In many ways, the survival of modern American democracy, now threatened by authoritarian undercurrents, rests on the premise that America’s minorities will jointly rise in the face of strongmen like Donald Trump. It rests on the notion that the social fabric that allegedly weaves Latinos together — our past, our cultural heritage, our immigrant experience — is at odds with Trumpism. Yet that presumption is based on an old, fabricated label — “the Latino community” — that designated commonality to millions of Latin Americans of different backgrounds and ethnicities that migrated to the U.S. in the 20th century. Decades later, this land that once felt foreign is home to them, and newer generations of Latinos are left wondering whether our identities, values and vision can still be captured under one roof.
I am a first-generation Latina who was born in Miami to a Cuban exile whose family fled Cuba and a Mexican immigrant. My parents were part of the post 1960′s mass Latin American migration wave to the U.S., which fundamentally changed the country.
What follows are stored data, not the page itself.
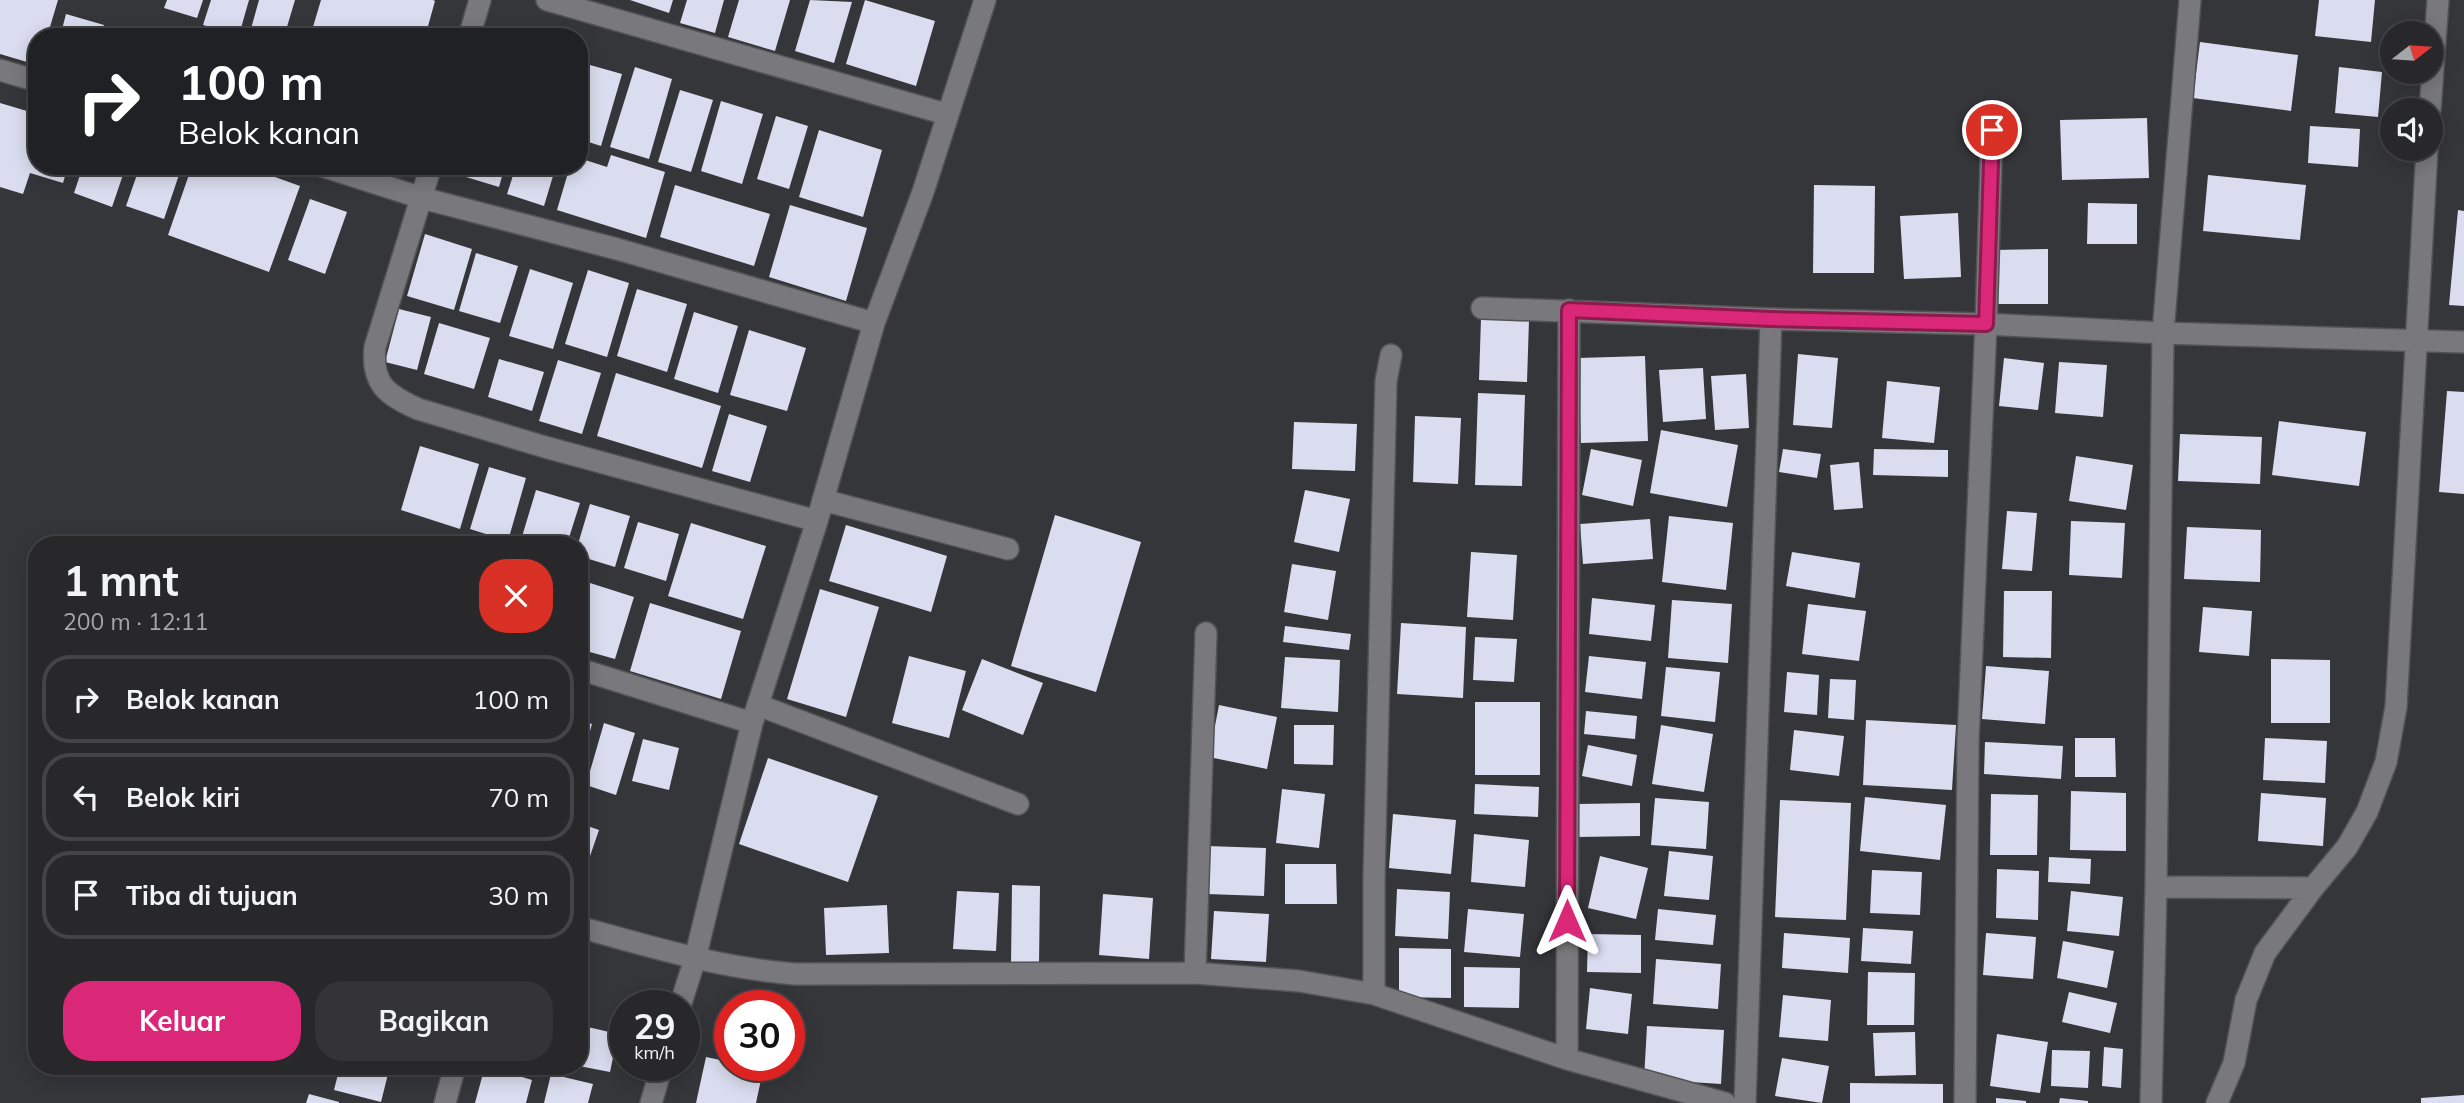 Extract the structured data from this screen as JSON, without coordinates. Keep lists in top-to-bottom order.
{
  "north": "right",
  "page": {
    "turn": ["100 m", "Belok kanan"],
    "heading": ["1 mnt", "200 m · 12:11"],
    "list": [
      {
        "name": "Belok kanan",
        "value": "100 m"
      },
      {
        "name": "Belok kiri",
        "value": "70 m"
      },
      {
        "name": "Tiba di tujuan",
        "value": "30 m"
      }
    ],
    "buttons": ["Keluar", "Bagikan"],
    "speed": "29 km/h",
    "limit": "30"
  }
}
For years, the Latin American-born population rose from less than one million in 1960 to almost 19 million in 2010. From the Cuban Revolution to Mexico’s dire economic opportunities to Central America’s civil wars, millions of Latin Americans like my parents left past lives to find new beginnings North. By the time I was born in 1987, the federal government had coined a term to classify this new and rapidly growing segment of individuals of Latin American descent. They called us “Hispanic,” eventually “Latinos.” Ironically, while those words attempted to capture our distinctiveness from the rest of Anglo-Americans, they also distilled our own diversity and individualism, confining us to a term that was never equipped to foresee the future.
Ever since my parents came to this country in the 60s and the early 80s, millions of immigrants inevitably Americanized, gradually assimilating into a country whose dark history with racism pushed many to believe that the American Dream was best achieved in English. Slowly, Spanish accents transformed into Spanglish, Mexican outdoor flags were accompanied by red, white, and blue colors, and many immigrants gave birth to children with American sounding first names. And now that the post-60s mass migration wave has plateaued and newborns, rather than immigrants, are fueling the U.S. Latino population, younger generations of Latinos seem to be finding homes in completely different sides of America’s cultural spectrum.
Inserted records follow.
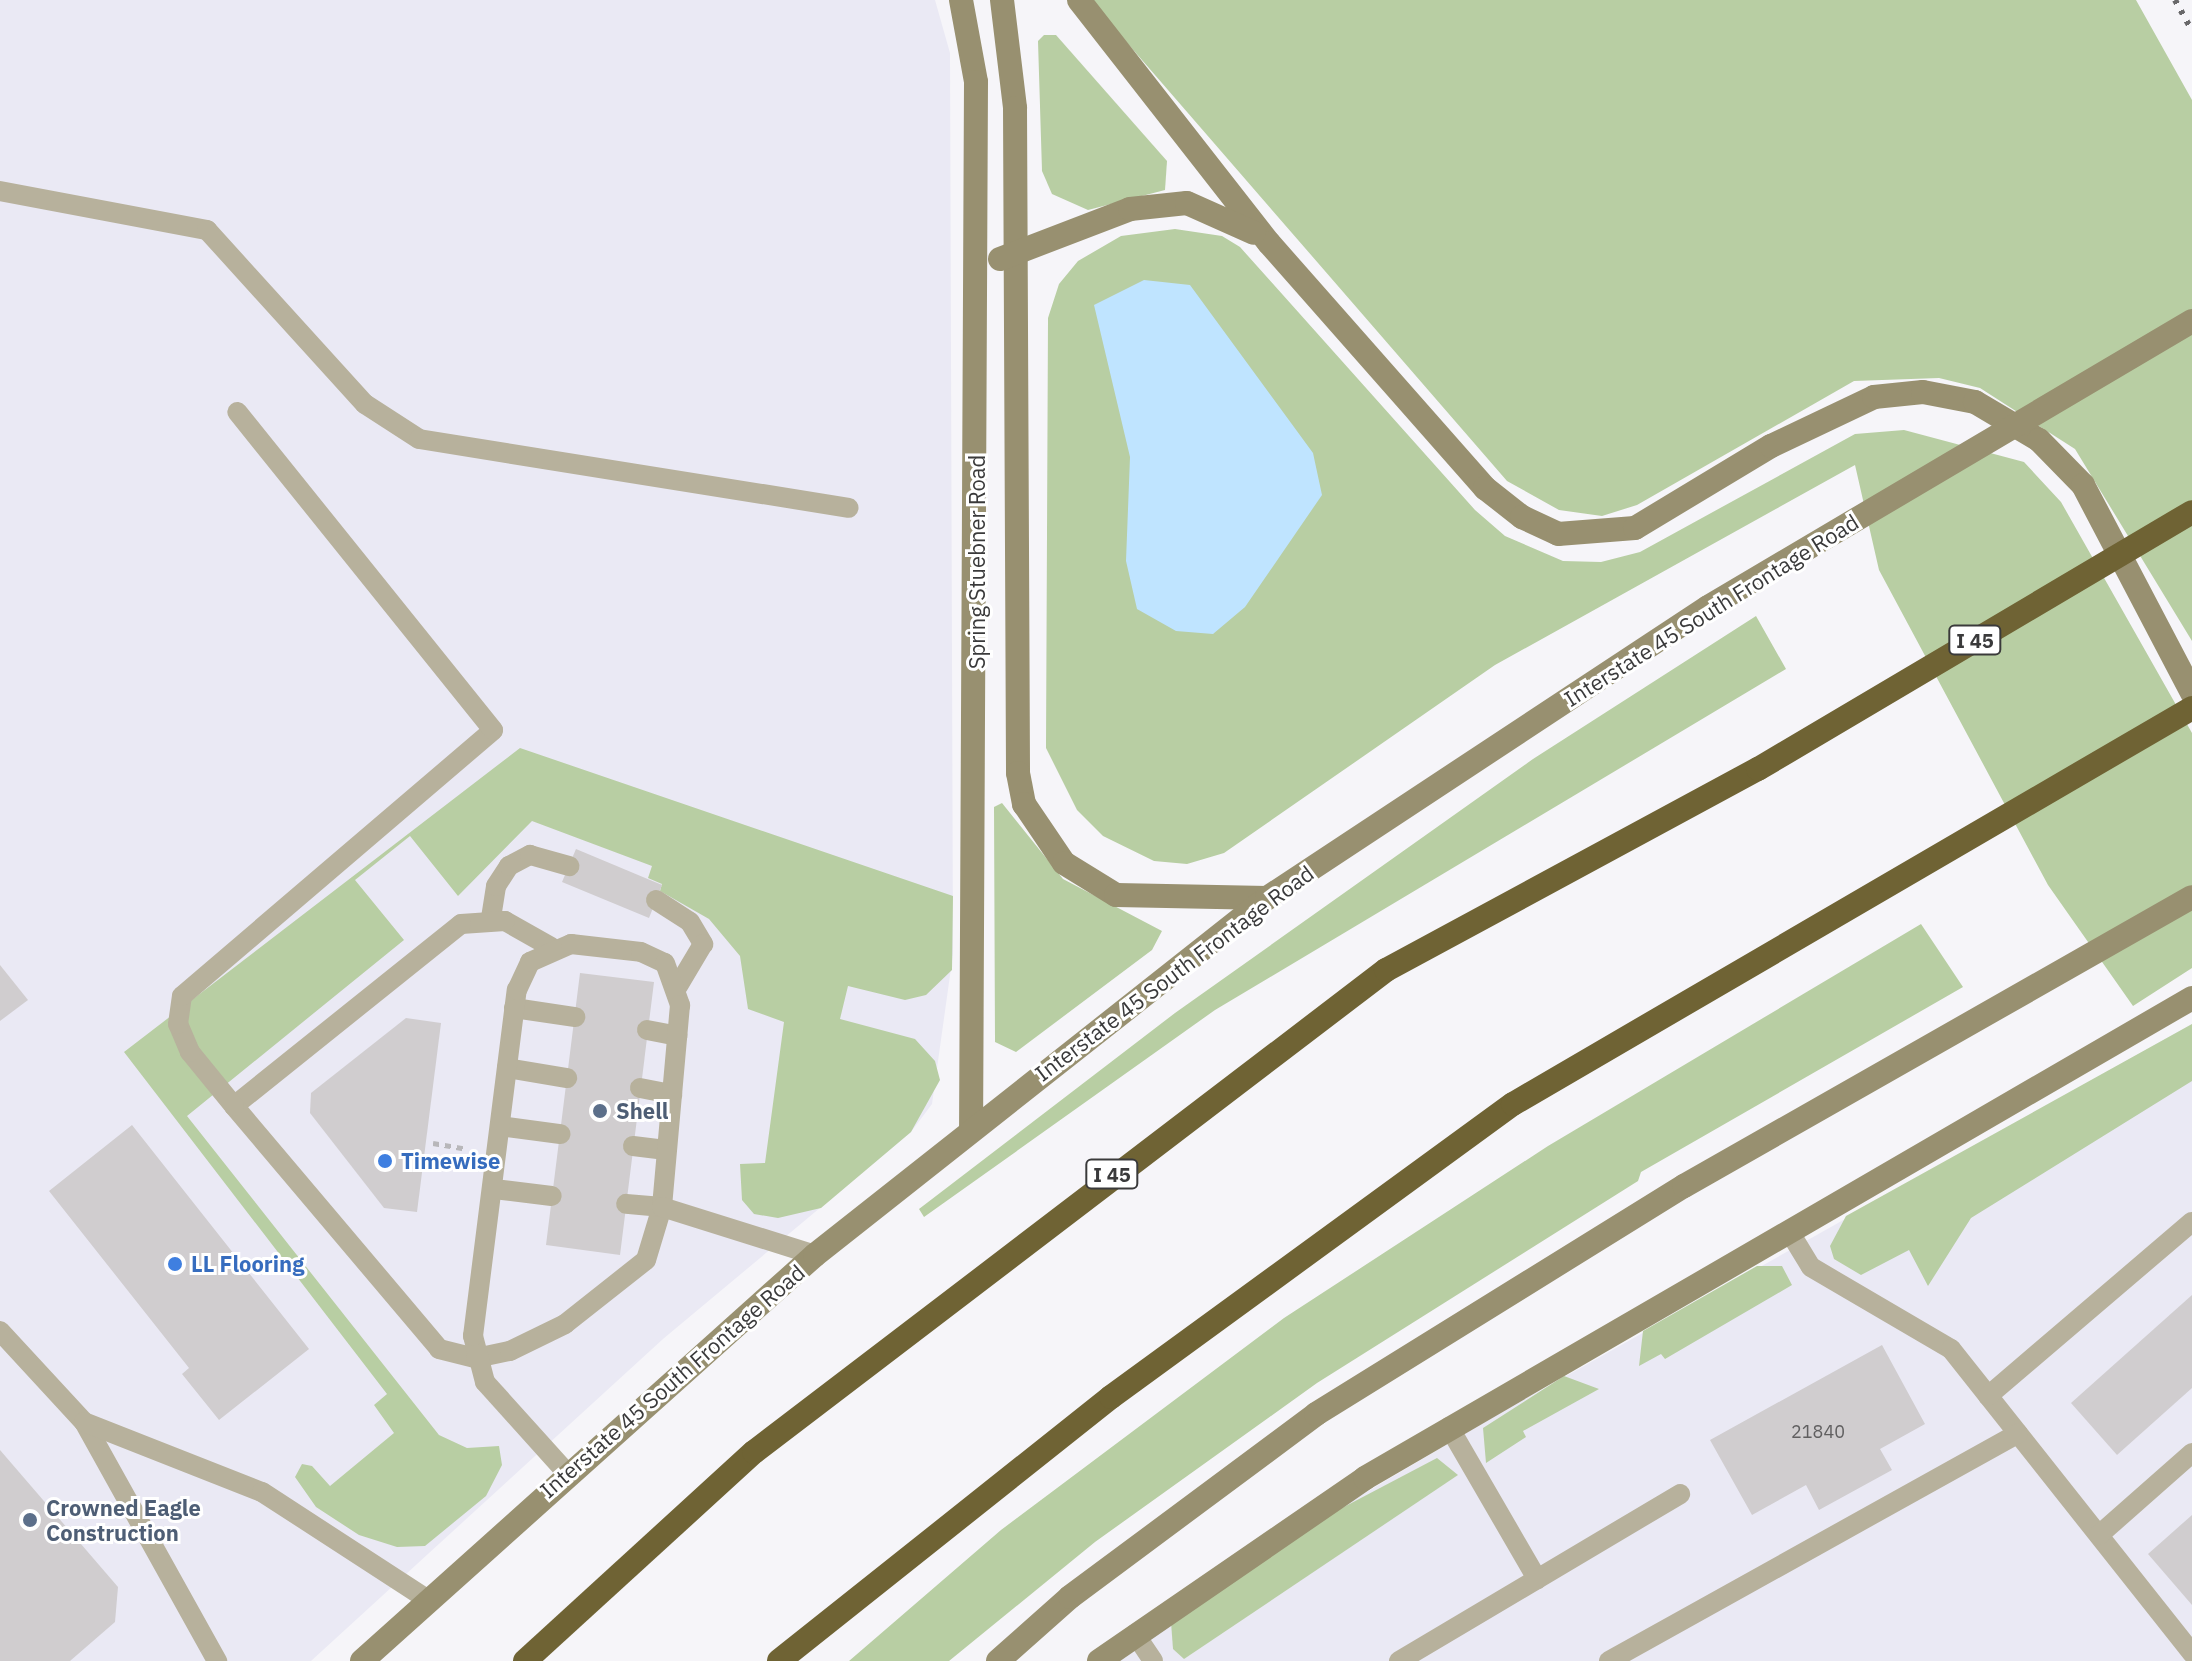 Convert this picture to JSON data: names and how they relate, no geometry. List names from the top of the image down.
{
  "streets": {
    "highway": ["I 45"],
    "main road": ["Spring Stuebner Road", "Interstate 45 South Frontage Road"]
  },
  "crossings": [
    ["Spring Stuebner Road", "Interstate 45 South Frontage Road"]
  ],
  "places": [
    "Shell",
    "Timewise",
    "LL Flooring",
    "Crowned Eagle Construction"
  ],
  "house_numbers": ["21840"]
}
Some U.S. Latinos are leaning into multiple identities that may have once been suppressed in Latin American motherlands, taking pride in a diversity that is supposed to mirror the American future. For instance, over 27 million Latinos identify as multi-racial today, a significant increase from 2010 when only 3 million identified with more than one race. Polls also show that LGBTQ-identification is higher among Latinos than any other demographic, or that young Latinos are increasingly religiously unaffiliated or mobilizing for reproductive rights and finding newfound solidarity with the Palestinian movement. They may be “Latino” on paper, but they may also identify as Black first, or as Afro-Latinos, or as Brown, or as queer, or simply, as American.
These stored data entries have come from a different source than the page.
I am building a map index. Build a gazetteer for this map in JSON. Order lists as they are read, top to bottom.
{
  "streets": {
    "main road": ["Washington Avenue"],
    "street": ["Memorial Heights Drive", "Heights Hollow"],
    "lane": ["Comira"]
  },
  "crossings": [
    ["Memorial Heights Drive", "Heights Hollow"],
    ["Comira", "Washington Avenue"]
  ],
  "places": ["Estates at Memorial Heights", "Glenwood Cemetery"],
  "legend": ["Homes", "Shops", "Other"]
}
Yet other Latinos have instead opted to emulate America’s white majority, progressively embracing tendencies that fuel Trumpism. After four years in the White House, more Latinos voted for Trump in 2020 than they did in 2016. The projection is for those numbers to continue to surge, in great part because Trump’s anti-immigrant rhetoric and messianic message seems to be resonating. Polls show that Latino Protestants are increasingly supporting Christian nationalism and my own reporting has exposed the way xenophobia is slowly slipping in through the back door of Latino households. Instead of seeing immigrants with empathy or as reflections of themselves, many are criminalizing them and viewing asylum seekers as existential threats to their well-being. In fact, discrimination isn’t just limited to those at the southern border. According to Pew Research, over 40% of Latinos with darker skin color have experienced discrimination by another Latino in the U.S. This group may be “Latino” on paper, but they may also identify as white first, or mixed, or simply as American.
During the wave of the post 1960′s migration, newly arrived Latin Americans were surrounded with unfamiliar faces that suddenly found common ground in their collective quest to find belonging in America. With that, the terms “Hispanic” or “Latino community” fabricated the illusion of a populace that would always be bound together by a set of common dreams, language, and traditions. Decades later, what exactly do 62.5 million Latinos see in each other now? Was it all simply a myth?
Each generation has defied and expanded the meaning of the labels that have been attributed to us. Yet the 2024 election will be a true test of our unanimity, exposing whether that social fabric that has historically united us is able to withstand today’s divisiveness. No matter what the answer to that question is, we will surely witness the emergence of a new and telling chapter of Latino history. What will we label that?